The U.S. Department of Education’s Office of Civil Rights is currently conducting an investigation of the University’s sexual assault policy to determine any breaches of Title IX, which protects against sex-based discrimination. While federal involvement in the University’s sexual assault policy is recent, the student body’s attention to the issue is not. Based on research and work that several student groups have compiled, many specific areas of reform have already been raised to the administration by students and alumni over the past two decades. The administration has announced that it is creating a specialist-led disciplinary committee that will examine complaints of unlawful harassment from all divisions of the University. Students have been asking for a more centralized and specialized disciplinary process that would ensure consistency, improved care, and transparency since the 1990s, so the University’s recent actions are certainly a welcome development. But even these plans only acknowledge one concern with the University’s sexual assault policy; never has the administration addressed the issue comprehensively. The administration must do so now. Given the strict scrutiny that the University’s sexual assault policy is currently facing, now is also an opportune moment for students to press the administration to make concrete, significant changes immediately.

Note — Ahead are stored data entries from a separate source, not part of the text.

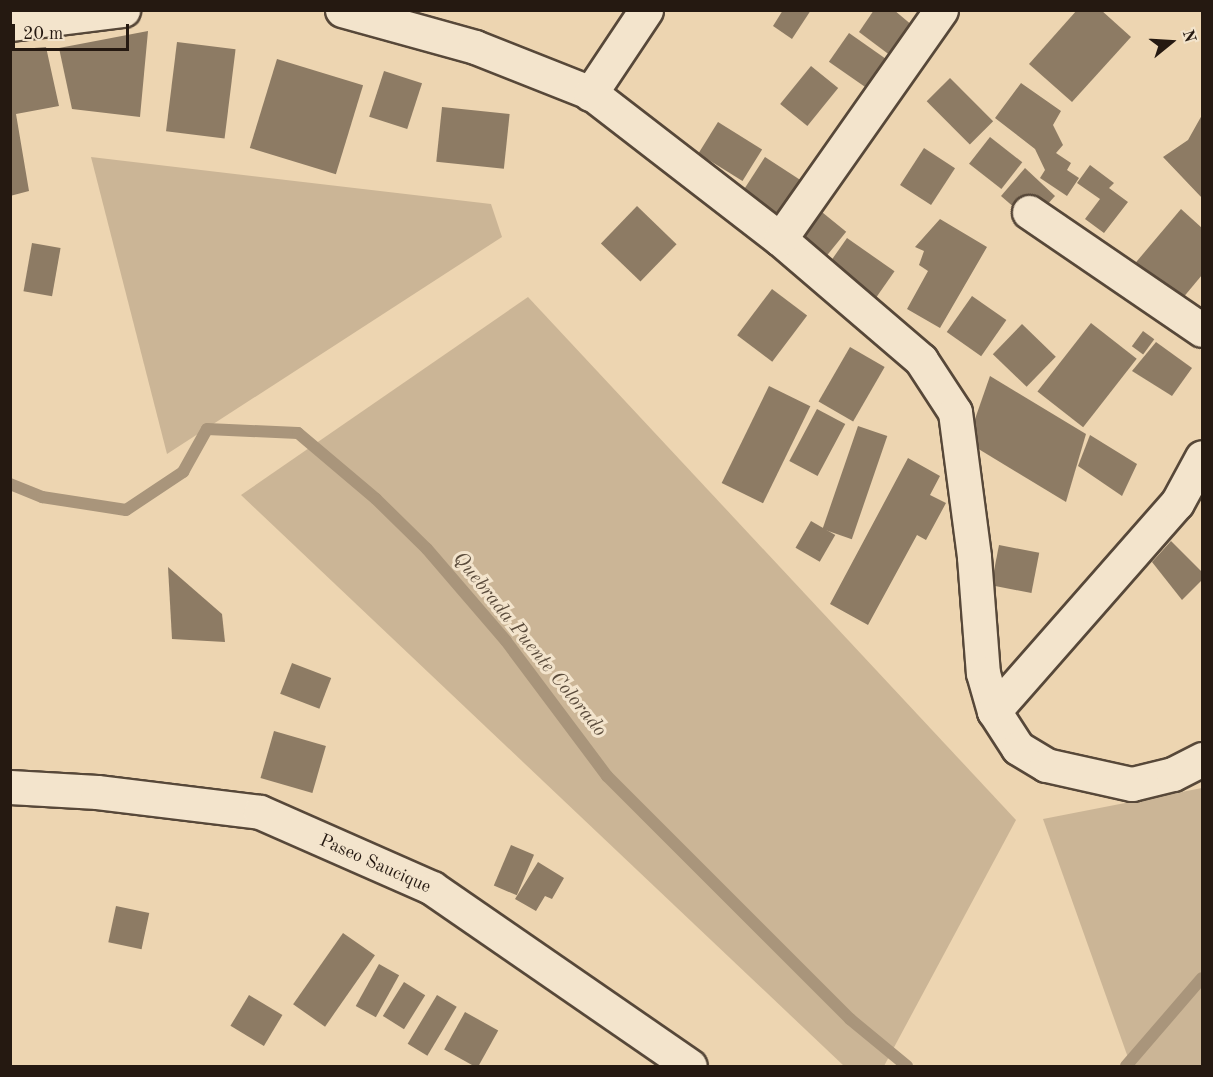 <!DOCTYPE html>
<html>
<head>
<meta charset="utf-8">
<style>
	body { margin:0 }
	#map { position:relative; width:1213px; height:1077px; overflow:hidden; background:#edd5b1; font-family:"Old Standard TT",serif }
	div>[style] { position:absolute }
	.green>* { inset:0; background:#cbb596 }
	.stream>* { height:12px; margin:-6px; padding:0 6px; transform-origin:6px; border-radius:6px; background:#a9957b }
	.building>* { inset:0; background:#8d7b64; transform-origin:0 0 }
	.roads { filter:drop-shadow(2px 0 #574839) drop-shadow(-2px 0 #574839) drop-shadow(0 2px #574839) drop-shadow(0 -2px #574839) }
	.minor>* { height:33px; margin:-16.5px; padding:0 16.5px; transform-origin:16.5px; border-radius:16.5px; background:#f3e4cc }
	span { translate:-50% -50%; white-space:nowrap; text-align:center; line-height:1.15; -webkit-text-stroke:6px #f3e4cc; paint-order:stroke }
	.street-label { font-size:18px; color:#251911 }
	.water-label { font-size:20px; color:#5a4b3b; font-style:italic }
	.frame { position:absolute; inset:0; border:12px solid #251911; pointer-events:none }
	.north { position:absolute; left:1141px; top:12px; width:60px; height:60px; -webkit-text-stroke:4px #f3e4cc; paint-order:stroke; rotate:72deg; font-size:16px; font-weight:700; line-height:24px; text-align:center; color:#251911 }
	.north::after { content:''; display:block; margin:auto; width:21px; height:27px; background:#251911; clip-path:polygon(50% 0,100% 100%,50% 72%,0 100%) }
	.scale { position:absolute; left:12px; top:24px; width:117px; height:27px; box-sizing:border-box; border:3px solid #251911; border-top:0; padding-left:8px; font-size:18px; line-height:21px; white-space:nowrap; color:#251911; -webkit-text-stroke:4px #f3e4cc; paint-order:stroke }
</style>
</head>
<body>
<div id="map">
	<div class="green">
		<i style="clip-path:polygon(91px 157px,491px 204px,502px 237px,167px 454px)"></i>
		<i style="clip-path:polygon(528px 297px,1016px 820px,884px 1066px,844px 1066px,241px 495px)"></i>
		<i style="clip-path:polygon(1202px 788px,1202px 1066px,1131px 1066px,1043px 819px)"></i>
	</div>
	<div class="stream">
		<i style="left:10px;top:484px;width:35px;rotate:22deg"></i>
		<i style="left:42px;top:497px;width:85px;rotate:8.8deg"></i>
		<i style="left:126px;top:510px;width:69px;rotate:-33.7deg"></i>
		<i style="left:183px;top:472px;width:49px;rotate:-60.8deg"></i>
		<i style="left:207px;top:429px;width:91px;rotate:2.5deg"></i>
		<i style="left:298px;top:433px;width:102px;rotate:40.2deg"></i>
		<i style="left:376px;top:499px;width:71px;rotate:44.4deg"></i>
		<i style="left:427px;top:549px;width:121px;rotate:49.3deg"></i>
		<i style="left:506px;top:641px;width:169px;rotate:53.2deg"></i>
		<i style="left:607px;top:776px;width:344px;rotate:45deg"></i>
		<i style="left:850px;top:1019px;width:74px;rotate:39.5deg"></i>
		<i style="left:1126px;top:1066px;width:116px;rotate:-49.2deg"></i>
	</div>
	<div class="building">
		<i style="clip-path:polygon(783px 10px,811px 10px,792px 39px,773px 26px)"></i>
		<i style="clip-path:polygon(874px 10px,894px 10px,913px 26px,891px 56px,859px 32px)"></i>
		<i style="clip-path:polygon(1077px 10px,1101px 10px,1131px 37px,1072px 102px,1029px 64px)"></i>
		<i style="clip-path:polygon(148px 31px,140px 117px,72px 109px,59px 48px)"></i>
		<i style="left:849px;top:33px;width:50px;height:35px;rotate:35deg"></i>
		<i style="left:177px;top:42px;width:59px;height:90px;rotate:7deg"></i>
		<i style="clip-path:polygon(46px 47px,59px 106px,16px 114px,29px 191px,10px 196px,10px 50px)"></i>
		<i style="left:277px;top:59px;width:90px;height:93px;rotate:17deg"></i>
		<i style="left:811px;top:66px;width:35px;height:49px;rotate:39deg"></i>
		<i style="left:384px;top:71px;width:40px;height:48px;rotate:18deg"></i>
		<i style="left:950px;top:78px;width:61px;height:33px;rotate:45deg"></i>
		<i style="clip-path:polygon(1021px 83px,1061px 111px,1053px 125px,1063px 145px,1056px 153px,1071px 163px,1067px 170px,1079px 178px,1067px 196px,1040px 178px,1045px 170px,1035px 149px,995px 118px)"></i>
		<i style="left:442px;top:107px;width:68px;height:55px;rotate:6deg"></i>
		<i style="clip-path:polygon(1202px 115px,1202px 198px,1163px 157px,1188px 140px)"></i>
		<i style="left:718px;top:122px;width:52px;height:37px;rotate:32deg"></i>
		<i style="left:990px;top:137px;width:41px;height:34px;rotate:38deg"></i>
		<i style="left:924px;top:148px;width:37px;height:44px;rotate:33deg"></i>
		<i style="left:765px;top:157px;width:44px;height:44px;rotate:33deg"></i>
		<i style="clip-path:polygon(1090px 165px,1114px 183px,1109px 188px,1128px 202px,1104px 233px,1085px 219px,1100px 199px,1077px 183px)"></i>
		<i style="clip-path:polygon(1025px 168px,1055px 196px,1037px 216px,1016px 209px,1001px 196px)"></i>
		<i style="left:812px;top:204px;width:44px;height:34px;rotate:39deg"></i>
		<i style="left:637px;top:206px;width:55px;height:52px;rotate:44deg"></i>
		<i style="clip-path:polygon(1181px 209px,1202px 228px,1202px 275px,1177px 305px,1132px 267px)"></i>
		<i style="clip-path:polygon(940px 219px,987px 247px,940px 328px,907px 309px,928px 271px,919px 265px,924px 251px,915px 247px)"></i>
		<i style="left:847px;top:238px;width:58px;height:35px;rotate:35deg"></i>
		<i style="left:32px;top:243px;width:29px;height:49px;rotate:10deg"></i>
		<i style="left:772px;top:289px;width:44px;height:58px;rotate:37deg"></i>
		<i style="left:972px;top:296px;width:42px;height:44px;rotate:35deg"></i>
		<i style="left:1091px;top:323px;width:58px;height:87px;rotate:38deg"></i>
		<i style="left:1022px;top:324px;width:47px;height:42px;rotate:44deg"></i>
		<i style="left:1143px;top:331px;width:14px;height:19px;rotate:36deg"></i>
		<i style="clip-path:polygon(1156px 342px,1192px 368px,1172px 396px,1132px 371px)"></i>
		<i style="left:850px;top:347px;width:40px;height:63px;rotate:30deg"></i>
		<i style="clip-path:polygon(990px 376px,1086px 434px,1066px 502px,967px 442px)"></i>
		<i style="left:769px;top:386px;width:46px;height:108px;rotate:26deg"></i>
		<i style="left:817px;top:409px;width:32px;height:59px;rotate:28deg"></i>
		<i style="left:858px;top:426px;width:31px;height:109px;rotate:19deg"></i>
		<i style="clip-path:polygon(1090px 435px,1137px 464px,1122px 496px,1078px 466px)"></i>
		<i style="clip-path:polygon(908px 458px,940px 476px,930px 495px,946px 503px,926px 540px,917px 535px,868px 625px,830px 604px)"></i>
		<i style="left:811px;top:521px;width:28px;height:31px;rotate:30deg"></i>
		<i style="clip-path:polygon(1171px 541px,1202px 572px,1202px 580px,1182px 600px,1152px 562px)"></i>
		<i style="left:999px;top:545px;width:41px;height:41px;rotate:11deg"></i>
		<i style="clip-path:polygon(168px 567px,222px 614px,225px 642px,172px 639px)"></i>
		<i style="left:292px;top:663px;width:42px;height:33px;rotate:21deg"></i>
		<i style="left:274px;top:731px;width:54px;height:49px;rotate:16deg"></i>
		<i style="left:511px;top:845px;width:25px;height:44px;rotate:23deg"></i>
		<i style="clip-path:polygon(538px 862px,564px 878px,552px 899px,545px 896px,536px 911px,515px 899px)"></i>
		<i style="left:116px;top:906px;width:34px;height:37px;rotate:12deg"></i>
		<i style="left:343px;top:933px;width:39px;height:87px;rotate:35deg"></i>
		<i style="left:379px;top:964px;width:23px;height:48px;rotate:29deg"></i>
		<i style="left:404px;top:982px;width:25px;height:40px;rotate:32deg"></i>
		<i style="left:249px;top:995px;width:39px;height:36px;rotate:31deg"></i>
		<i style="left:437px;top:995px;width:23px;height:57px;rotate:31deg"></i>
		<i style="left:465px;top:1012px;width:38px;height:43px;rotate:29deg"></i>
	</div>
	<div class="roads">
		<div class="minor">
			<i style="left:342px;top:10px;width:138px;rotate:15.5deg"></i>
			<i style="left:475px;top:47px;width:125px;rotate:21.6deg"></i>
			<i style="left:591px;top:93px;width:239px;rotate:37.7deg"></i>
			<i style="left:780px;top:239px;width:186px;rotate:40.6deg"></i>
			<i style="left:921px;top:360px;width:62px;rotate:56.8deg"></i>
			<i style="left:955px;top:412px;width:146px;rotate:82.5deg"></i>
			<i style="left:974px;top:557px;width:116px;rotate:85.6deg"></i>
			<i style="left:983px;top:673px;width:40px;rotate:74deg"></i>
			<i style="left:994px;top:711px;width:44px;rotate:57deg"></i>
			<i style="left:1018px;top:748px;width:33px;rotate:31deg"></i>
			<i style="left:1046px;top:765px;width:88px;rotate:12.5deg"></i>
			<i style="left:1132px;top:784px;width:42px;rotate:-13.7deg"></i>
			<i style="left:1173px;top:774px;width:33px;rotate:-27deg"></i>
			<i style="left:10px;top:24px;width:114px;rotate:-7.1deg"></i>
			<i style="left:590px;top:94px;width:101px;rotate:-56.3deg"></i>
			<i style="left:1029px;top:212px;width:209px;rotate:34.3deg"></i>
			<i style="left:780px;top:239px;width:280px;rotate:-54.9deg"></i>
			<i style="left:994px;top:711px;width:277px;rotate:-48.7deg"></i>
			<i style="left:1177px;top:503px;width:52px;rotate:-61.5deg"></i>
			<i style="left:10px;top:787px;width:87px;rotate:3.3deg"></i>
			<i style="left:97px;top:792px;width:164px;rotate:7deg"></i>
			<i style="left:260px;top:812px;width:188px;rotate:23.8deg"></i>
			<i style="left:432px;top:888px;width:313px;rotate:34.6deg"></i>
		</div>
	</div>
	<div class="street-label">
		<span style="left:375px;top:864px;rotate:24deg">Paseo Saucique</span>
	</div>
	<div class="water-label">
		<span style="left:529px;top:645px;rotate:51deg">Quebrada Puente Colorado</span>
	</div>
	<div class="frame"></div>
	<div class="north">N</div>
	<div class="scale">20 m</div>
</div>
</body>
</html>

The University’s sexual assault policy has long received the attention of the student body, followed by minimal or slow response by the administration. In 1996 and 1997, students formed the Action for a Student Assault Policy and the Coalition Against Sexual Violence to address what they perceived to be an “urgent need for reform in how our university prevented and responded to sexual and other forms of assault,” according to an open letter that the Alumni for a Student Assault Policy (ASAP) sent to President Zimmer last week. From 2007 to 2010, the Working Group for Sexual Assault Policy and other student groups raised awareness of the issue, one effect of which was the implementation of sensitivity training for faculty where they had previously been none. The group’s efforts also culminated in a 2010 referendum to reform the sexual assault disciplinary process, which included centralization as one of its core objectives. After 78 percent of the student body voiced support of reform, Provost Thomas Rosenbaum set up a committee to review student concerns, which resulted in changes to the sexual assault disciplinary policy that reduced the potential for bias against the accuser. But it is only four years after the formation of this committee—and 20 years after this core concern was originally raised—that the administration is publicly acting on student requests for centralization of the disciplinary process.
Even with the steps that the administration has taken to address these issues, however, attention to problems with the sexual assault policy has been far from comprehensive. For one, the dean of students in the College’s role in mediating the complaint process has yet to be clarified, as suggested by the editorial board in December 2012. Additionally, Student Health Service’s sexual assault support group is currently exclusive to females, even though it could benefit survivors of all genders. These are two significant aspects of sexual assault policy that have been pushed aside in the absence of comprehensive reforms.
The recent federal investigation has undoubtedly brought the issue back into the spotlight, but based on the University’s track record, it is not necessarily enough to inspire immediate and large-scale change. Student-led action has resulted in the current federal investigation as well as the success of past campaigns, while contributing an invaluable perspective to the conversation on campus. Now, during such a pivotal moment in campus discourse, it is even more critical that students continue to vocalize their support for reform. In doing so, students also extend a gesture of solidarity toward fellow students who have been affected by sexual assault and are vulnerable to flaws in the current system.
While students have a responsibility to draw and maintain attention to the issue, this entire situation also demonstrates the administration’s pivotal role in policy reform, since students have inherently short tenures on campus. “As happens, we graduated and left the university. We were not there long enough, or with enough leverage, to see that those improvements were made,” the alumni wrote in their open letter to Zimmer. As students come and go, sexual assault will unfortunately continue to exist on campus. Slow response to an ongoing problem will only hurt the victims of sexual assault, who need to feel secure during an undoubtedly difficult process. Given the federal investigation, it is time for the administration to make the appropriate changes—as soon as possible.
The Editorial Board consists of the Editors-in-Chief and the Viewpoints Editors.